REPORTING FROM CROI 2018
BOSTON (FRONTLINE MEDICAL NEWS) – Efavirenz-based antiretroviral therapy may significantly impair the effectiveness of vaginal ring contraceptives, investigators reported.
Over a 21-day period, levels of estrogen among women who used a vaginal ring (NuvaRing) while on efavirenz-based antiretroviral therapy (ART) were up to 79% lower, and levels of progestin were up to 57% lower, than in women with HIV infection who used the vaginal ring before starting ART, reported Kimberly K. Scarsi, PharmD , of the University of Nebraska, Omaha.
In contrast, women on an atazanavir-based ART regimen had lower estrogen levels than untreated controls who used a vaginal ring, but higher levels of progestin – the primary antiovulatory component of the ring – suggesting that it would retain contraceptive effectiveness, she said at the annual Conference on Retroviruses and Opportunistic Infections.
“In a broader context, these data can be applied to other drugs that behave similarly. So for example, erythromycins are also known to interfere with hormones in this way, as well as some anticonvulsant agents that may also impair the effectiveness of vaginal ring contraceptives,” she said at a brief, following her presentation of the data in an oral abstract session.
She noted that the findings have important implications for developers of vaginal rings designed to prevent HIV transmission as well as provide hormone-based contraception.
Dr. Scarsi and colleagues conducted a phase 2, international, nonrandomized, parallel pharmacokinetic study comparing levels of estrogen in the form of ethinyl estradiol (EE) and progestin in the form of etonogestrel among women with HIV infection who had not yet begun ART, as well as women on efavirenz- or atazanavir-based regimens.
Participants 16 years and older from centers in Africa, Asia, and North and South America were enrolled. The patients had to be willing to use a second, nonhormonal form of effective contraceptive, and if they were not on ART had to have CD4 cell counts of 350 cells/m3 or higher at screening. Participants on ART had to be on stable therapy for at least 30 days, and have HIV-1 RNA of 400 copies/mL or less.
A total of 25 control subjects, 25 women on efavirenz, and 24 on atazanavir were available for the primary pharmacokinetic analysis.
Over 21 days, EE levels among the efavirenz groups were 53%-57% lower than those of controls. Levels among the atazanavir groups were 29%-59% lower.

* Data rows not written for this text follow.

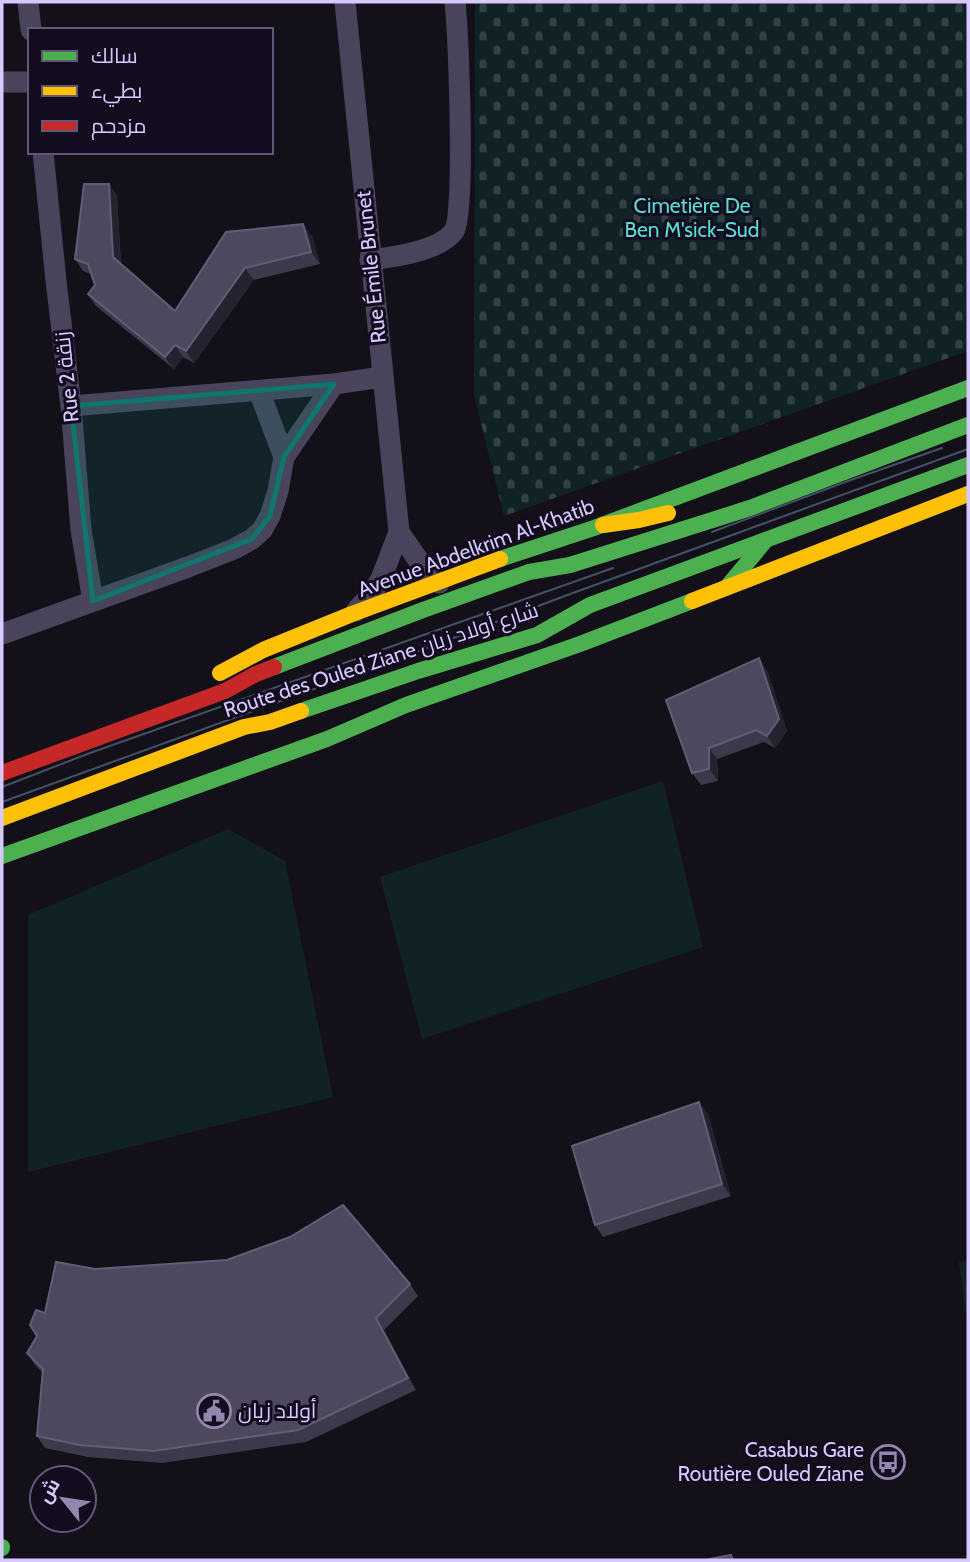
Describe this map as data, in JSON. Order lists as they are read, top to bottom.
{
  "streets": {
    "main road": ["Avenue Abdelkrim Al-Khatib", "Route des Ouled Ziane شارع أولاد زيان"],
    "street": ["Rue Émile Brunet", "Rue 2 زنقة"]
  },
  "crossings": [
    ["Rue Émile Brunet", "Avenue Abdelkrim Al-Khatib"]
  ],
  "parks": ["Cimetière De Ben M'sick-Sud"],
  "places": {
    "public building": ["أولاد زيان"],
    "bus stop": ["Casabus Gare Routière Ouled Ziane"]
  },
  "legend": ["سالك", "بطيء", "مزدحم"],
  "north": "top left"
}
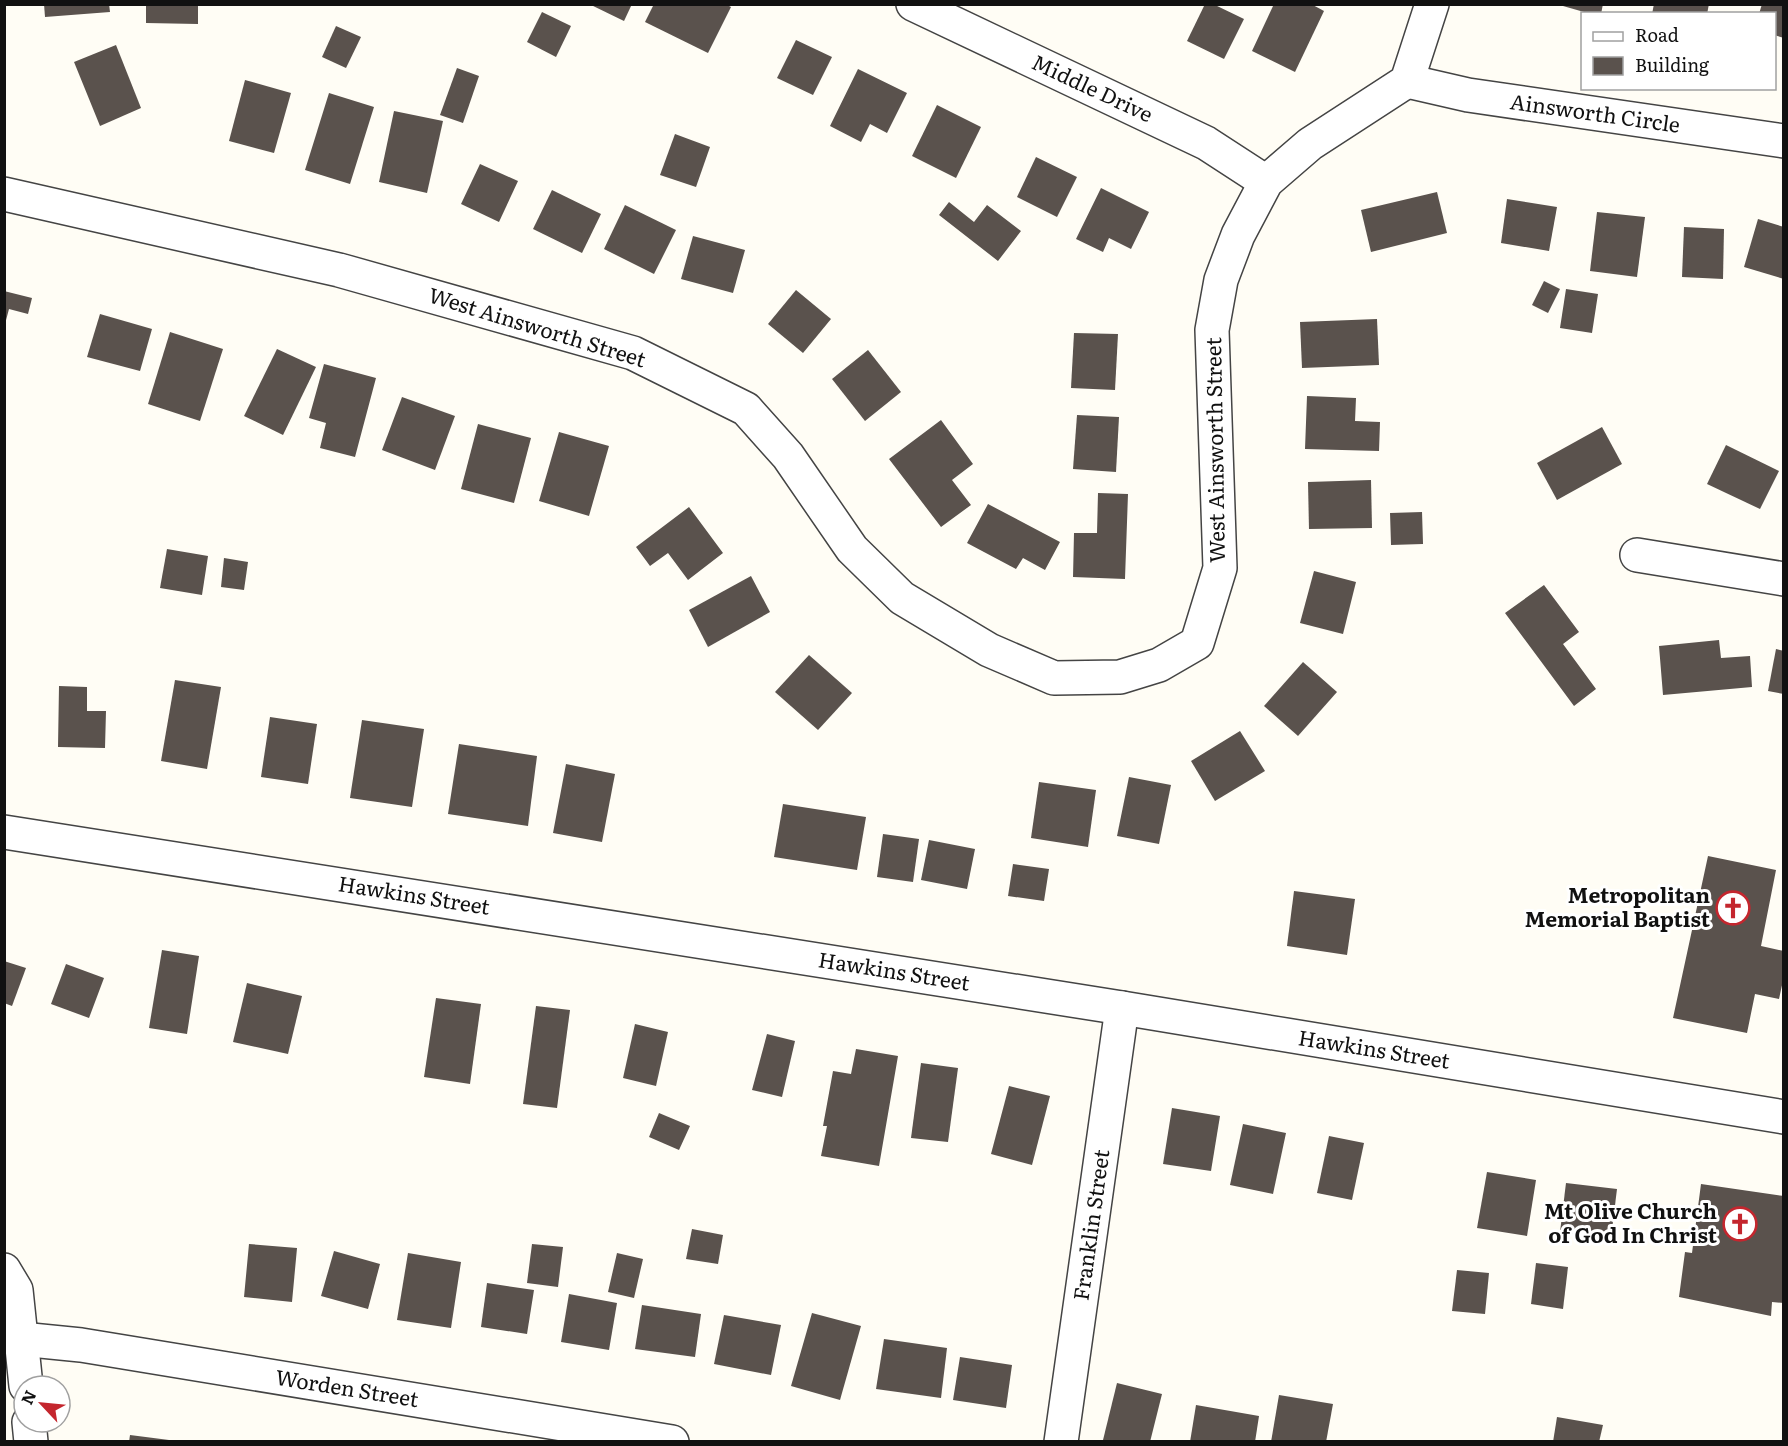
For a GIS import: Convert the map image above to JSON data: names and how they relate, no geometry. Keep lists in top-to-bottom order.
{
  "streets": {
    "street": [
      "Middle Drive",
      "Ainsworth Circle",
      "West Ainsworth Street",
      "Hawkins Street",
      "Franklin Street",
      "Worden Street"
    ]
  },
  "crossings": [
    ["Middle Drive", "West Ainsworth Street"],
    ["Hawkins Street", "Franklin Street"]
  ],
  "places": {
    "church": ["Metropolitan Memorial Baptist", "Mt Olive Church of God In Christ"]
  },
  "legend": ["Road", "Building"],
  "north": "top left"
}
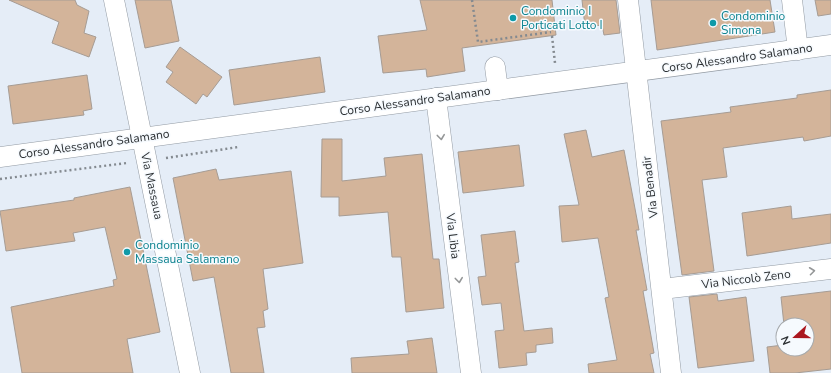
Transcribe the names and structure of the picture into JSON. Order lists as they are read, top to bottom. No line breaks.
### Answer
{"streets":{"street":["Corso Alessandro Salamano","Via Massaua","Via Benadir","Via Libia","Via Niccolò Zeno"]},"crossings":[["Corso Alessandro Salamano","Via Massaua"],["Corso Alessandro Salamano","Via Benadir"],["Corso Alessandro Salamano","Via Libia"],["Via Benadir","Via Niccolò Zeno"]],"one_way":["Via Libia","Via Niccolò Zeno"],"places":["Condominio I Porticati Lotto I","Condominio Simona","Condominio Massaua Salamano"],"north":"left"}
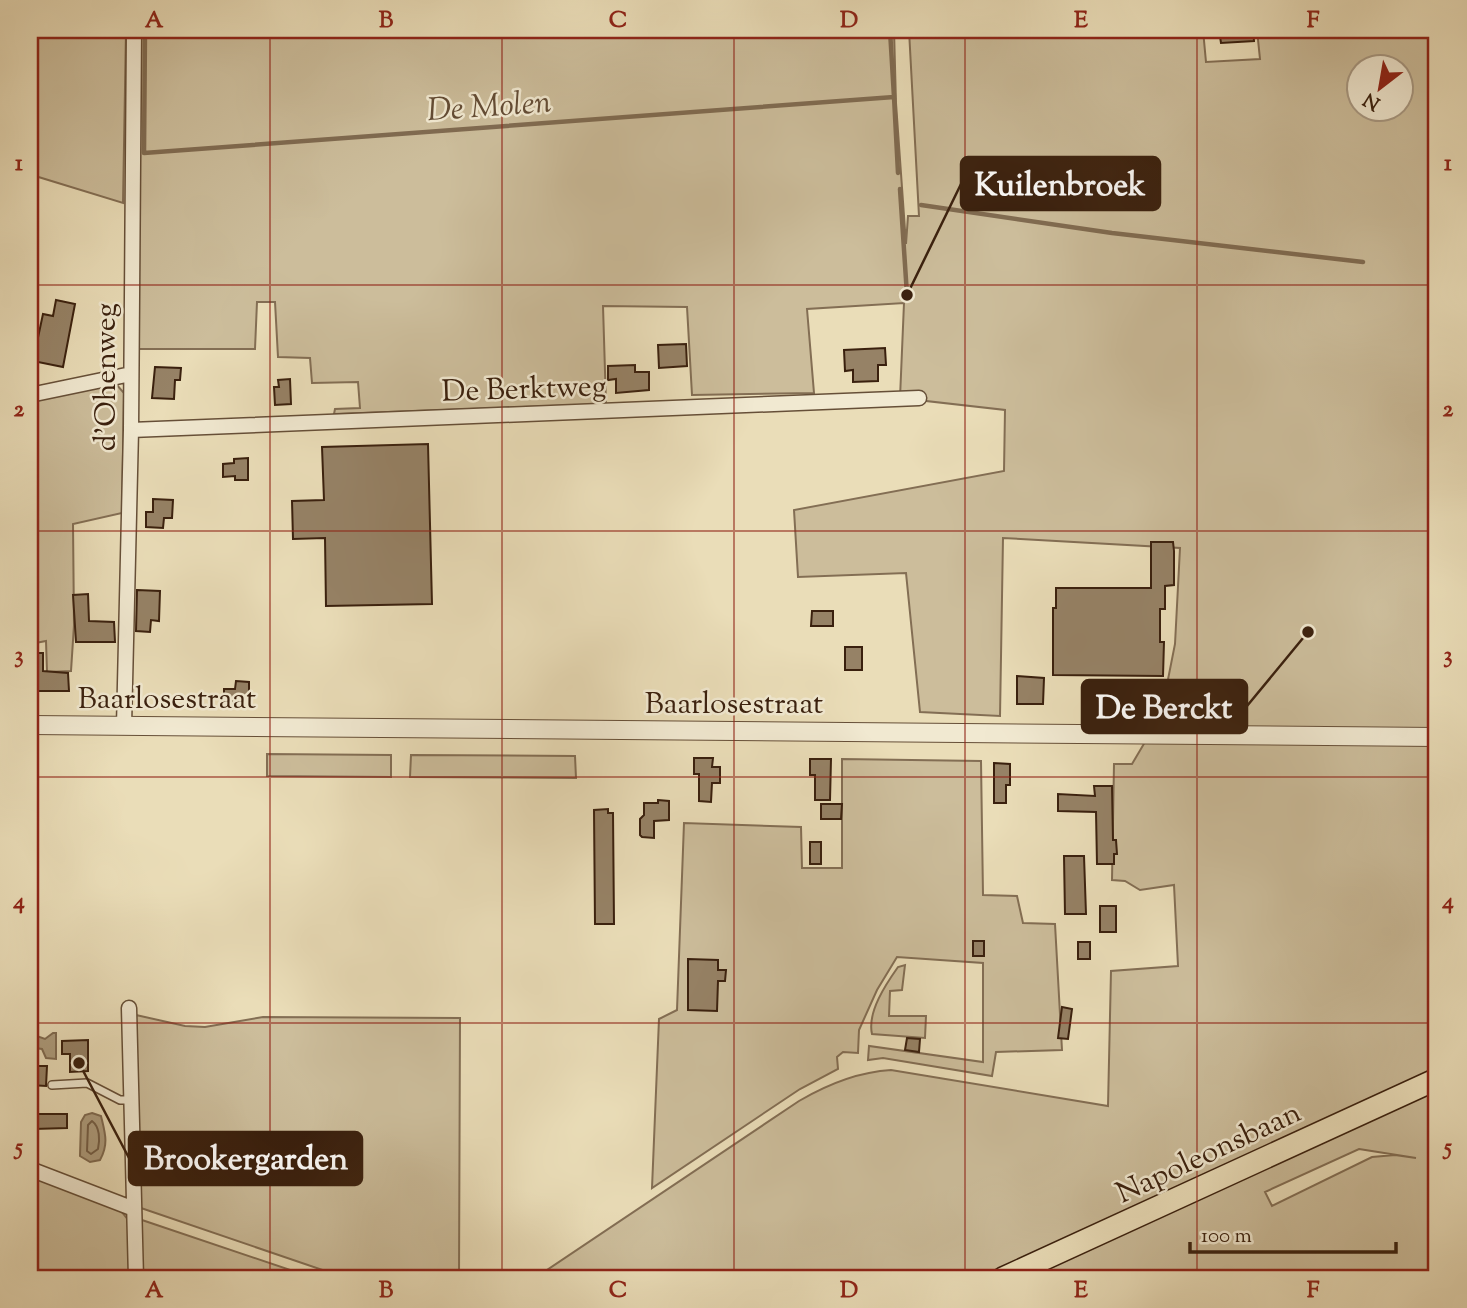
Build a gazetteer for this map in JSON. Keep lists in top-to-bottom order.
{
  "streets": {
    "main road": ["Napoleonsbaan"],
    "street": ["d'Ohenweg", "De Berktweg", "Baarlosestraat"]
  },
  "crossings": [
    ["d'Ohenweg", "De Berktweg"],
    ["d'Ohenweg", "Baarlosestraat"]
  ],
  "water": ["De Molen"],
  "places": ["Kuilenbroek", "De Berckt", "Brookergarden"],
  "scale_bar": "100 m",
  "north": "bottom left",
  "grid": {
    "columns": [
      "A",
      "B",
      "C",
      "D",
      "E",
      "F"
    ],
    "rows": [
      "1",
      "2",
      "3",
      "4",
      "5"
    ]
  }
}
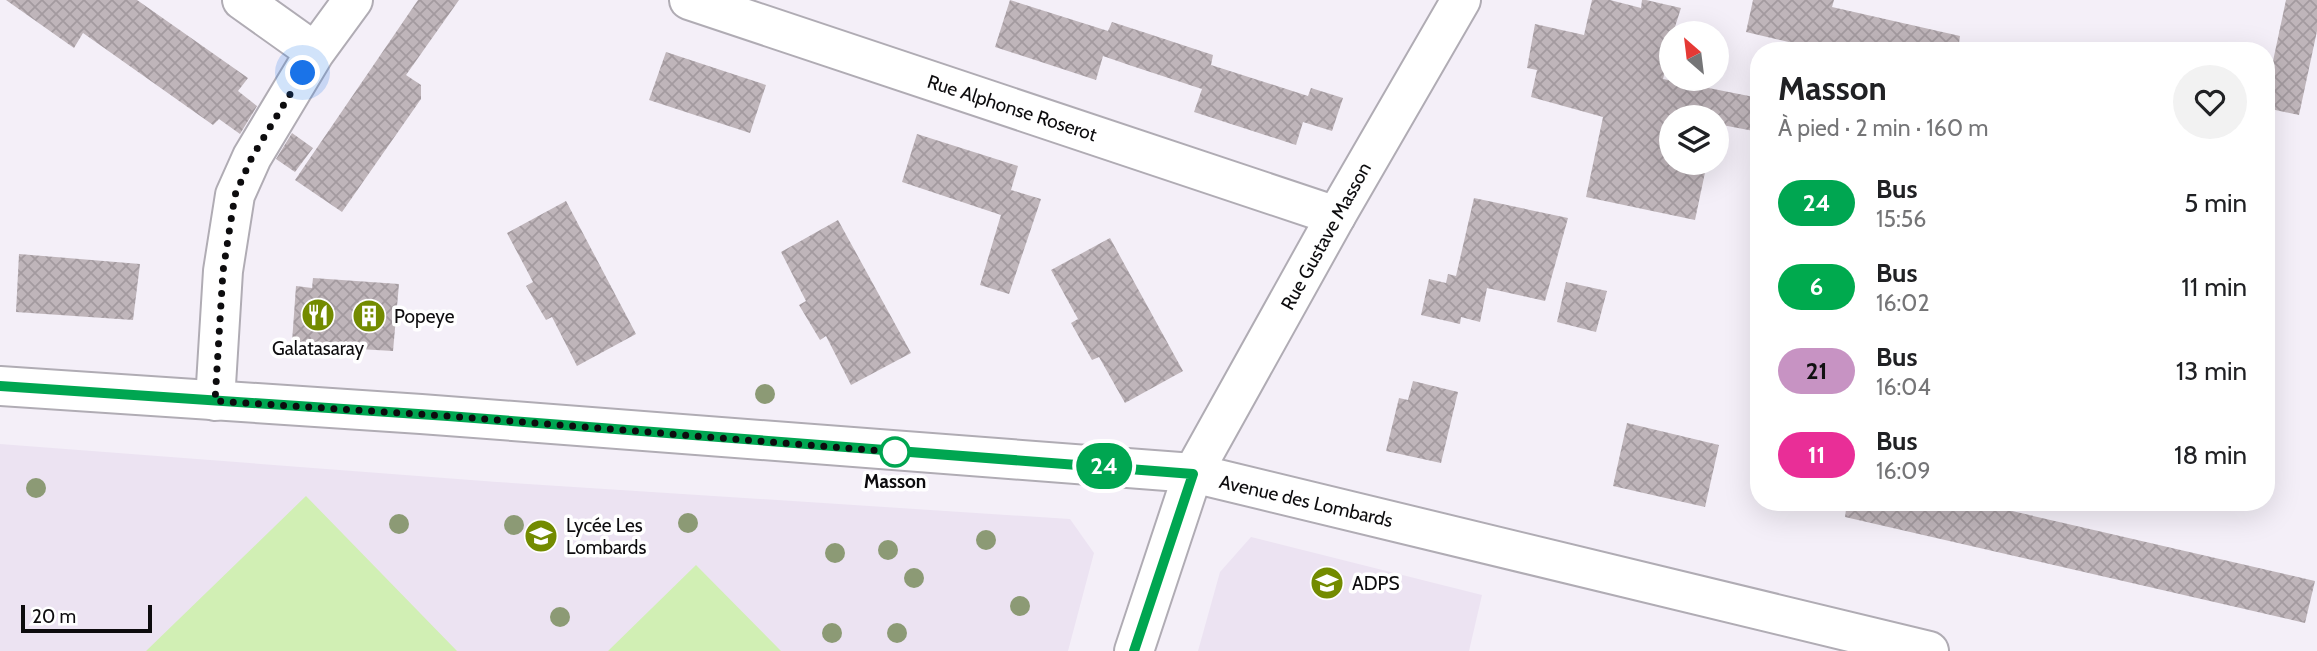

On days 7, 14, and 21, the EE geometric means ratios in efavirenz-treated patients versus controls were 0.47, 0.45, and 0.43, respectively (P less than .05 for each comparison).
In the atazanavir group, the EE geometric mean ratios versus controls at the same time points were 0.68 (P nonsignificant), 0.71 (P less than .05), and 0.65 (P less than .05).
For those in the efavirenz group, etonogestrel levels over 21 days were 76%-79% lower than in controls. In contrast, levels in the atazanavir group were 71%-79% higher than in controls.
The geometric mean ratios for the efavirenz group at 7, 14, and 21 days versus controls were 0.21, 0.22, and 0.24 (P less than .05 for all comparisons). In the atazanavir group, the respective geometric mean ratios were 1.71, 1.79, and 1.74 (P less than .05 for all comparisons).
Safety and tolerability of the ring, a secondary endpoint, was similar among the groups, with slightly more than one-fourth of participants in each arm having a mild adverse event, most commonly associated with abnormal vaginal discharge or menstrual irregularities such as spotting.
The investigators also looked at endogenous progesterone levels as a surrogate for ovulation. Although the ring’s package insert recommends to start using it within the first 5 days after the start of menses, the median enrollment time was 9 days after menses in all groups. Nonetheless, all participants in the control and atazanavir groups had undetectable progesterone values (less than 5 ng/mL) by day 14.
In contrast, among women in the efavirenz group, all women had undetectable progesterone values only at day 21.
The findings suggest that, when considering contraception and ART in HIV-infected women, developers of intravaginally administered drugs should consider systemic drug-drug interactions, because hormones released from a vaginal ring are extensively absorbed and act systemically. It is also important to consider local drug-drug interactions with the microbiome, because although it is known that dapivirine released from a vaginal ring can concentrate in the vaginal tract, possible interactions with the local microbiome, local drug transporters, and local drug-metabolizing enzymes are not known, Dr. Scarsi cautioned.
The study was supported by the National Institutes of Health. Merck provided the vaginal ring used in the study. Dr. Scarsi reported having no conflicts of interest to disclose.